I know addon-authors can, by “just not providing a mono-re-exports file”, can prevent the need for the above, but it’s not always possible in big organizations where nearly anyone can make (or add to) an addon (and PR reviewers are not up to date on the current best patterns), or maybe the _best DX for the situation is to setup your import {} from 'my-library' and let intellisense tell you everything in the library? – in these scenarios, tree-shaking seems like an option (I assume trading production build speed for smaller JS size)

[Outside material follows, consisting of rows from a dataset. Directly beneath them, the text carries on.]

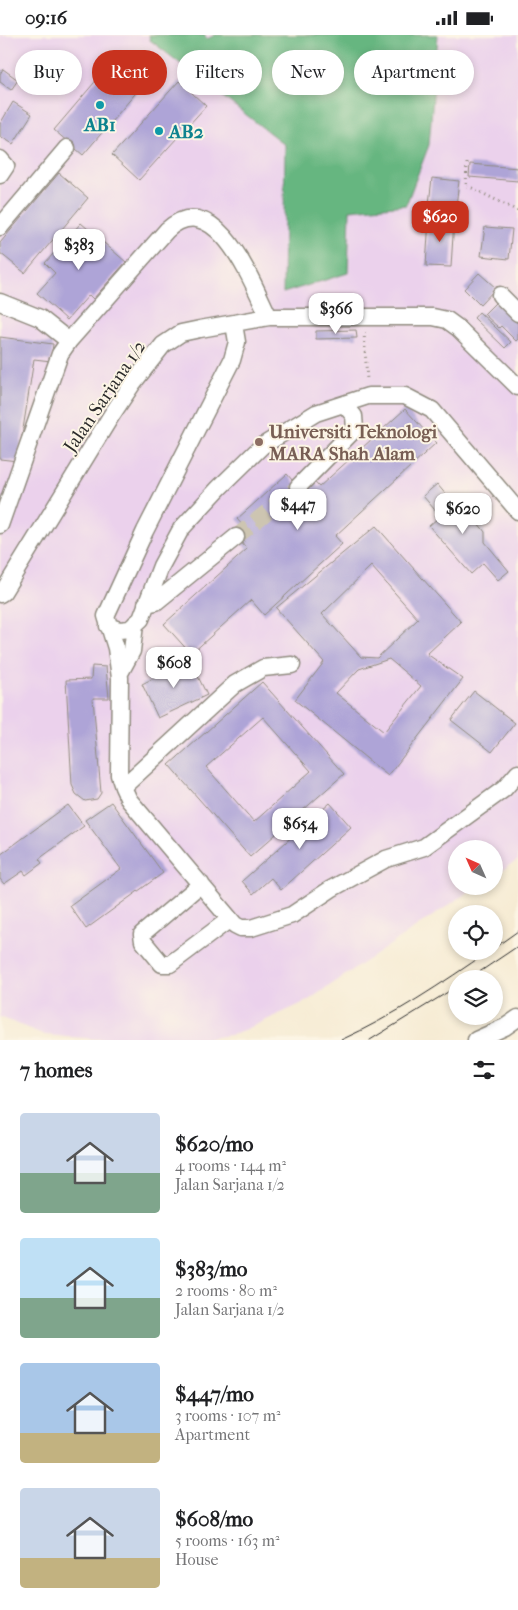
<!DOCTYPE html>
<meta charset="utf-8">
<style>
:root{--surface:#fff;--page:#f6f6f6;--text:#202124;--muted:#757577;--accent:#c8321e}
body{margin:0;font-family:"IM FELL French Canon",serif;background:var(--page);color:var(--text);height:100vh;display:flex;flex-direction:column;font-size:19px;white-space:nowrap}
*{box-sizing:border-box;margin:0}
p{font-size:16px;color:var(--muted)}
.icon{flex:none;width:28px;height:28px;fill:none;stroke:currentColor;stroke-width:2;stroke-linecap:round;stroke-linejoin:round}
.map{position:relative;height:1005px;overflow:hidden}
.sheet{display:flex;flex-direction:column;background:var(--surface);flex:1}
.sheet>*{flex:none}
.top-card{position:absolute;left:15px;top:15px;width:489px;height:45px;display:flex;gap:10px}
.needle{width:32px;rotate:315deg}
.controls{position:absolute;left:448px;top:805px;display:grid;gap:10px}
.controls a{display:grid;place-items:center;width:55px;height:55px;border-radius:50%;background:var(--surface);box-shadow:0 2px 8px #0003;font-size:25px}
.price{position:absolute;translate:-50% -42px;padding:0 11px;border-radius:10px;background:#fff;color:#222;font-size:16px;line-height:32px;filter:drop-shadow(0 1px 2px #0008)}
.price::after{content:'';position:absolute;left:50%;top:30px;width:15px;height:11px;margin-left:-8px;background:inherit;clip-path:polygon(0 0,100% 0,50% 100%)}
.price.selected{background:var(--accent);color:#fff}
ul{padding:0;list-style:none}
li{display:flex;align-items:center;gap:15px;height:125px;padding:0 20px}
li span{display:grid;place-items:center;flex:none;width:140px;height:100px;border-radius:5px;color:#555}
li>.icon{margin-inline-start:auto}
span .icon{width:60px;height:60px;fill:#fffc;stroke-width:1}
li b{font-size:21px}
h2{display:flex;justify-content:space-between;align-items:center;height:60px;padding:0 20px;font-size:21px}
.tag{padding:0 18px;border-radius:22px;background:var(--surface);box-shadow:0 2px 8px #0003;font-size:18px;line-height:45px}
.tag.selected{background:var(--accent);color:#fff}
.status{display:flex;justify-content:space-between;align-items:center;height:35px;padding:0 25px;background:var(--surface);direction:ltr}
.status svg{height:14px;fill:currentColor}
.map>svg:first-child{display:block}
.built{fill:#ebd1ec}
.forest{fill:#66b680;stroke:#487056}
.building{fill:#aea4d7;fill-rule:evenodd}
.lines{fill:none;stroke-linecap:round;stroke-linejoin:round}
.minor-tunnel{stroke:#cdc5b1;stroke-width:16;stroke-dasharray:16 8;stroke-linecap:butt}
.minor-casing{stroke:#908b7f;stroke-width:19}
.path{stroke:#908b7f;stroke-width:3;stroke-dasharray:1 4;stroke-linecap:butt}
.minor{stroke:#fff;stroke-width:16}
.tram{stroke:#2b2b2b;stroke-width:1}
.culture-dot{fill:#0f9aa8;stroke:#fcf5e5;stroke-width:2}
.education-dot{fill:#8d6e63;stroke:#fcf5e5;stroke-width:2}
.labels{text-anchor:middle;stroke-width:4;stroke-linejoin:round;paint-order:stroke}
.culture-label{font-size:19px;font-weight:bold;fill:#0d838f;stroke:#fcf5e5}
.street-label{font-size:19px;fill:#2b2b2b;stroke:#fcf5e5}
.education-label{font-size:19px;font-weight:bold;fill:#785e54;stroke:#fcf5e5;text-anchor:start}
</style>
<div class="status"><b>09:16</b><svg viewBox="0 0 49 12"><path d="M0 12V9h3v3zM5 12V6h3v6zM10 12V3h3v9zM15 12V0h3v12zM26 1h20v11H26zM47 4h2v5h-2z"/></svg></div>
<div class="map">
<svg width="518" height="1005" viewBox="0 0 518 1005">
<rect width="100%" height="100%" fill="#fcf5e5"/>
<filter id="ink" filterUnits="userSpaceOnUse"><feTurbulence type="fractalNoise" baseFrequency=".02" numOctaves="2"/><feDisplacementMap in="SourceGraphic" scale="10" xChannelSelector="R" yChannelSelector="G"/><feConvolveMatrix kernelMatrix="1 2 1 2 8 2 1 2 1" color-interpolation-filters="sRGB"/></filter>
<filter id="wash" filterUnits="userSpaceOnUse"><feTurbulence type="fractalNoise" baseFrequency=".0096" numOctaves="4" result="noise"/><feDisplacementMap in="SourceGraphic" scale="20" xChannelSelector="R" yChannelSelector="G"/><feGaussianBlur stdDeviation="1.12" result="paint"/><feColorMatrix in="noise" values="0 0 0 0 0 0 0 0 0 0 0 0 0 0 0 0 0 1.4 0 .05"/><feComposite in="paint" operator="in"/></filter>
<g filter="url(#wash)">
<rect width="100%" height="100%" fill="#f6ebd3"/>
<!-- built -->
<path class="built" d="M 0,0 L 518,0 L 518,825 L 494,840 L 494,814 L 456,814 L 456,851 L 477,851 L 307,966 L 236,999 L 196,1005 L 111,1005 L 45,1000 L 0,982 Z"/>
<!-- forest -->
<path class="forest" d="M 149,0 L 204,0 L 207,4 L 215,0 L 438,0 L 429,110 L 406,170 L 350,175 L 348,238 L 283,258 L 285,110 L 150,5 Z"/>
<g id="blocks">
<!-- building -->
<path class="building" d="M 117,21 L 146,46 L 83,120 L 54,95 Z
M 3,34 L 18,45 L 11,55 L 0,47 L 0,39 Z
M 179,46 L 206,71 L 139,145 L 112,120 Z
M 13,67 L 32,79 L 13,109 L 0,101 L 0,89 Z
M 470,129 L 518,133 L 518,146 L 469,142 Z
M 59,138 L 88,163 L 25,238 L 0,218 L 0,208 Z
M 432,143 L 459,146 L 456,171 L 429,169 Z
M 429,184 L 454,185 L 451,232 L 426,231 Z
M 81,188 L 126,227 L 93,264 L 89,260 L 67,285 L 37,258 L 55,238 L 45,228 Z
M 485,192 L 512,194 L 509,224 L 481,221 Z
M 479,238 L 496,253 L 480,270 L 464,254 Z
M 500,263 L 511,281 L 518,289 L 518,304 L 516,306 L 501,291 L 499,293 L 484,279 Z
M 479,277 L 511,307 L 505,313 L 474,283 Z
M 356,295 L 357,303 L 316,304 L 316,296 Z
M 0,302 L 53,309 L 51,326 L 34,324 L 18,426 L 0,424 Z
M 405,374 L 436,408 L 335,501 L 342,509 L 264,580 L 251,565 L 191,619 L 164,589 L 247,514 L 236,502 L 245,493 L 237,484 L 287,439 L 298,452 L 309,441 L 319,452 Z
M 437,449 L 463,480 L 475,485 L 482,493 L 485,497 L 485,507 L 509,536 L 498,545 L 483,528 L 471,539 L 429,491 L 440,481 L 423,461 Z
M 376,491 L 461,587 L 427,619 L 463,644 L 388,741 L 295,665 L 324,627 L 276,573 ZM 371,531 L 418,584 L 377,623 L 361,622 L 322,579 ZM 389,624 L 421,651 L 384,697 L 336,658 L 359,634 Z
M 190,625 L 207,660 L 158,683 L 142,649 Z
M 92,631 L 106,632 L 109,663 L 93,663 L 101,758 L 97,764 L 85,766 L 76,759 L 72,750 L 66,645 L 91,644 Z
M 262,647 L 344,739 L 250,822 L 169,730 ZM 263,682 L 311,736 L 254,787 L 206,732 Z
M 474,656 L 515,688 L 492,717 L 451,685 Z
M 111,767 L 163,838 L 86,894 L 70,871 L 121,834 L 85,785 Z
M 330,768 L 351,792 L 281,855 L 271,843 L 253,859 L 242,846 Z
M 68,770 L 84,791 L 39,824 L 42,828 L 26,840 L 23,836 L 4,849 L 0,844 L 0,820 Z"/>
</g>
</g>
<g filter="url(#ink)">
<use href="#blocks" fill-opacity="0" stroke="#908b7f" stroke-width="1"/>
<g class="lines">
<!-- minor-tunnel -->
<path class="minor-tunnel" d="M 236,502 L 298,452"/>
<defs>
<path id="minor" d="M 0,124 L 6,131 L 0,140
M 0,192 L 67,113
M 500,260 L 518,278
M 0,267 L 40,283 L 69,306
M 234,289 L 237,307 L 232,325 L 145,496 L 106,581 L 116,613 L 120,643 L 119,740 L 123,752 L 129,765 L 235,890 L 241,893 L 251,893 L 292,880 L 331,854 L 386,824 L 424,812 L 504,754 L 518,738
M 298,452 L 355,394 L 354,381 L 344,369
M 0,490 L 60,319 L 69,306 L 167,195 C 216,150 253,250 269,282
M 0,559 L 3,557 L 111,381 L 133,348 L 163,310 L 181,298 L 200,294 L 269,282 L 433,282 L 447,285 L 458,293 L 518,352
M 146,569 L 156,567 L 236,502
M 108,591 L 119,595 L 130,594 L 141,584 L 161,531 L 181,494 L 219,453 L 262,411 L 316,378 L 368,361 L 405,361 L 432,375 L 518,476
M 120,638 L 132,616 L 135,589
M 123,752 L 235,649 L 263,633 L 292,630
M 201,849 L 142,899 L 143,906 L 162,929 L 170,929 L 230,884
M 476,1005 L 505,992 L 518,983"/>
</defs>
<!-- minor casing -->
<use href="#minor" class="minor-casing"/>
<!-- path -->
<path class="path" d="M 467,128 L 466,152 L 472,153 L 518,176
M 364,297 L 367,345"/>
<!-- minor -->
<use href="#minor" class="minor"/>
<!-- tram -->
<path class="tram" d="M 494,913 L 518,896
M 469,944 L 518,911
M 341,1005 C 394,981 441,949 489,916
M 370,1005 L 456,952"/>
</g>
</g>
<!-- markers -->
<g class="culture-dot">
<circle cx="100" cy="70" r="5"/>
<circle cx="159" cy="96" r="5"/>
</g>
<circle class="education-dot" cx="259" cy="407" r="5"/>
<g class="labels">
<!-- culture labels -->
<g class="culture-label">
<text x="100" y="96">AB1</text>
<text x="169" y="103" text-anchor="start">AB2</text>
</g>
<!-- street labels -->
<g class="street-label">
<text transform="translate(104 361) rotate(-56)" y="7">Jalan Sarjana 1/2</text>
</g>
<!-- education labels -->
<g class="education-label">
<text x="269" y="403">Universiti Teknologi<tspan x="269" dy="22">MARA Shah Alam</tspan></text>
</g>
</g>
</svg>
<div class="controls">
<a><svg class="needle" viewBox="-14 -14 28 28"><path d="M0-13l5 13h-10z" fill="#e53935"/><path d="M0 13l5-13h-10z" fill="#757577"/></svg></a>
<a><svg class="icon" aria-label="locate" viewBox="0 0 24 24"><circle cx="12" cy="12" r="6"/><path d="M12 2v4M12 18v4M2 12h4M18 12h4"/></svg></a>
<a><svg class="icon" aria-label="layers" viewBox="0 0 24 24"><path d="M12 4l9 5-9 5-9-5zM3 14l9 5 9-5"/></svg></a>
</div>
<b class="price selected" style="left:440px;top:208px">$620</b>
<b class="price" style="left:79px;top:236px">$383</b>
<b class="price" style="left:336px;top:300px">$366</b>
<b class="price" style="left:298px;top:496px">$447</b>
<b class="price" style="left:463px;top:500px">$620</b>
<b class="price" style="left:174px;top:654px">$608</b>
<b class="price" style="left:300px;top:815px">$654</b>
<div class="top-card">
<a class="tag">Buy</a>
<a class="tag selected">Rent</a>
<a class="tag">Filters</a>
<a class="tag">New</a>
<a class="tag">Apartment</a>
</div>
</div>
<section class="sheet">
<h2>7 homes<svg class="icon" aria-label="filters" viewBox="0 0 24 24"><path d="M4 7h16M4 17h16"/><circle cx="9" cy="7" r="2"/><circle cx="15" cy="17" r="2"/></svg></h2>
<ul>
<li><span style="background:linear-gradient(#c9d6e8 60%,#7fa58c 0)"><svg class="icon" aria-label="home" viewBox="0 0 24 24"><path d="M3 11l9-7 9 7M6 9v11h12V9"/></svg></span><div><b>$620/mo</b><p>4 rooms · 144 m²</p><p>Jalan Sarjana 1/2</p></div></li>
<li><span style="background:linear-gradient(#bfe0f5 60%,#7fa58c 0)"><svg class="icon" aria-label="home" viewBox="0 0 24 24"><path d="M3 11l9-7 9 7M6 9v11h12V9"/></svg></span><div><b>$383/mo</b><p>2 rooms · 80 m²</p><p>Jalan Sarjana 1/2</p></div></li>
<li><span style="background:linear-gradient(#a9c7e8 70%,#c2b280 0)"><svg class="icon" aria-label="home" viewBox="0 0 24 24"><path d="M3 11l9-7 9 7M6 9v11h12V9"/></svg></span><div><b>$447/mo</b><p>3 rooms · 107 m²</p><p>Apartment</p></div></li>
<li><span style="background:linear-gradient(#c9d6e8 70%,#c2b280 0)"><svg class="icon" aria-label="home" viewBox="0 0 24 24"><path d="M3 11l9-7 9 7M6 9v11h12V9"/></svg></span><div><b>$608/mo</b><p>5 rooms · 163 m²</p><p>House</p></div></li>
</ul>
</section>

Webpack’s docs have this page: Tree Shaking | webpack

I haven’t tried setting

 optimization: {
   usedExports: true,
 },

in an ember app though. Will try to remember to try this and report back.

Looks like on that same docs page though, addon-athors can specify in their package.json:

{
  "name": "your-project",
  "sideEffects": false
}

sideEffects is much more effective since it allows to skip whole modules/files and the complete subtree.

For me, since I have a couple addons that register managers, I think I’d need to set:

{
  "name": "your-project",
  "sideEffects": ["./dist/initializers/setup-helper-manager.js"]
}

(because a side-effect is something that executes in module-space, such as setHelperManager)

sideEffects false doesn’t work reliably for us yet.

The problem is that in many cases both embroider and ember-auto-import have to take advantage of webpack’s CJS support to get compatibility with older ember APIs. That means instead of importing the dependency, we require it. This defeats the in-module tree shaking.